• Child Custody: We Can’t “Change Venue” to Another State

    Download PDF

    I received a call once from a clerk of court asking what she should do with a voluminous court file received in the mail from a court in another state. It was a large box containing all of the pleadings, motions, reports and other filings for a custody case that had been litigated in another state for several years, accompanied by a court order signed by a judge in that other state “transferring venue” of the case to North Carolina, citing as authority that state’s version of the Uniform Child Custody and Jurisdiction Act (the “UCCJEA”).

    Does the UCCJEA allow a judge to transfer a custody case to another state? When that clerk received the file and the order from the other state, is the North Carolina court required to act in the custody proceeding?

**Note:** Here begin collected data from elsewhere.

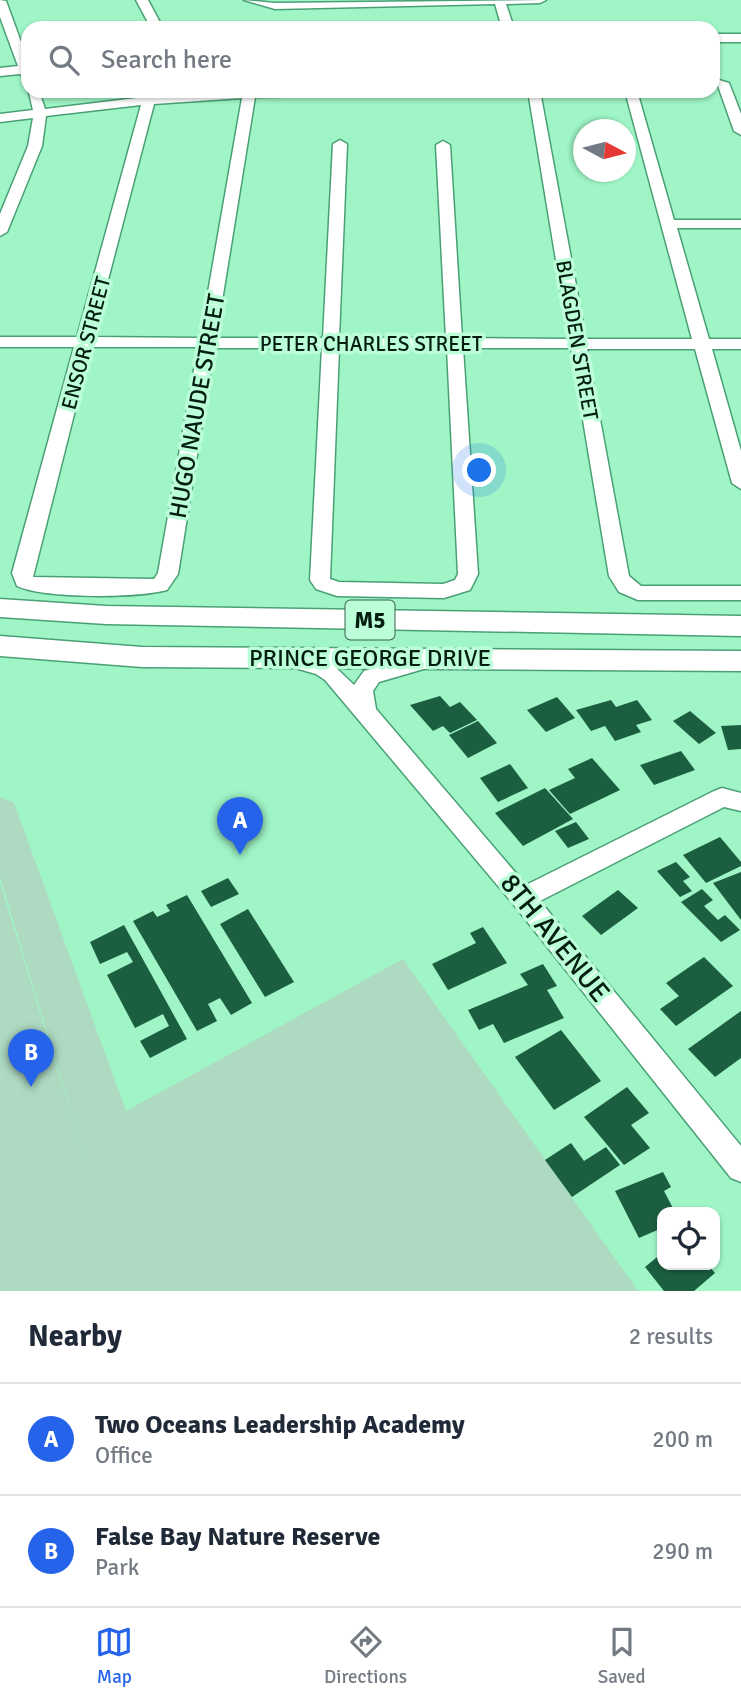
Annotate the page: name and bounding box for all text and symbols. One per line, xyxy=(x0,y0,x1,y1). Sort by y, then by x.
search box xyxy=(21,21,720,98)
icon: search xyxy=(45,41,83,79)
text: Search here xyxy=(101,44,232,76)
north arrow xyxy=(573,119,636,182)
street label: BLAGDEN STREET xyxy=(550,258,604,423)
street label: ENSOR STREET xyxy=(56,273,116,413)
street label: HUGO NAUDE STREET xyxy=(162,291,232,521)
street label: PETER CHARLES STREET xyxy=(260,331,483,357)
your location xyxy=(462,453,496,487)
road number: M5 xyxy=(346,600,394,640)
street label: PRINCE GEORGE DRIVE xyxy=(249,643,491,673)
pin: A xyxy=(217,797,263,855)
street label: 8TH AVENUE xyxy=(493,867,617,1009)
pin: B xyxy=(8,1029,54,1087)
map controls xyxy=(657,1207,720,1270)
button: locate xyxy=(657,1207,720,1270)
text: Nearby xyxy=(28,1318,122,1355)
text: 2 results xyxy=(629,1322,713,1351)
text: Two Oceans Leadership Academy xyxy=(95,1409,465,1441)
text: A xyxy=(44,1425,58,1454)
text: 200 m xyxy=(652,1425,713,1454)
text: Office xyxy=(95,1441,153,1470)
text: False Bay Nature Reserve xyxy=(95,1521,380,1553)
text: B xyxy=(44,1537,58,1566)
text: 290 m xyxy=(652,1537,713,1566)
text: Park xyxy=(95,1553,139,1582)
tab: Map xyxy=(95,1623,133,1689)
tab: Directions xyxy=(324,1623,407,1689)
tab: Saved xyxy=(598,1623,646,1689)

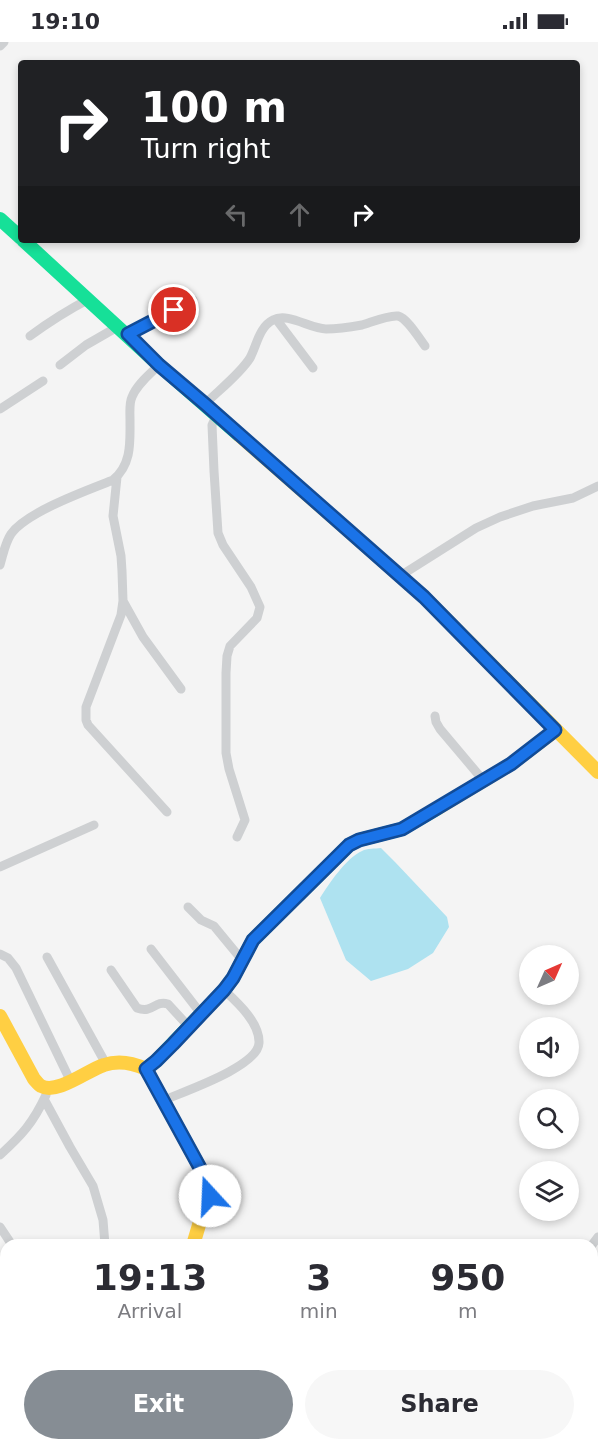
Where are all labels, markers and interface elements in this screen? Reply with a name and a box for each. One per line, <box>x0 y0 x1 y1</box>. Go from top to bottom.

    The answer to both of those question is no. Nothing in the UCCJEA or any other law allows a judge in one state to transfer a custody case to another state. However, we all tend to use the words ‘change venue’ when we are talking about GS 50A-207. That is the provision in North Carolina’s version of the UCCJEA that allows a court to decline to exercise jurisdiction when it determines that North Carolina is an ‘inconvenient forum’ in which to litigate a pending custody issue and that another state is a more appropriate forum. A determination by a court with jurisdiction that it is an inconvenient forum has the effect of granting a basis for exercising jurisdiction to another state that would not otherwise have jurisdiction to act. See for example, GS 50A-201(a)(3)(North Carolina has jurisdiction to make an initial custody determination, even when it is not home state, if a court with jurisdiction determines NC is the more appropriate forum).

    Similarly, GS 50A-208 also allows a court to decline to exercise jurisdiction when the court has jurisdiction due to the “unjustifiable conduct” of one party. That section will be the subject of a future blog post.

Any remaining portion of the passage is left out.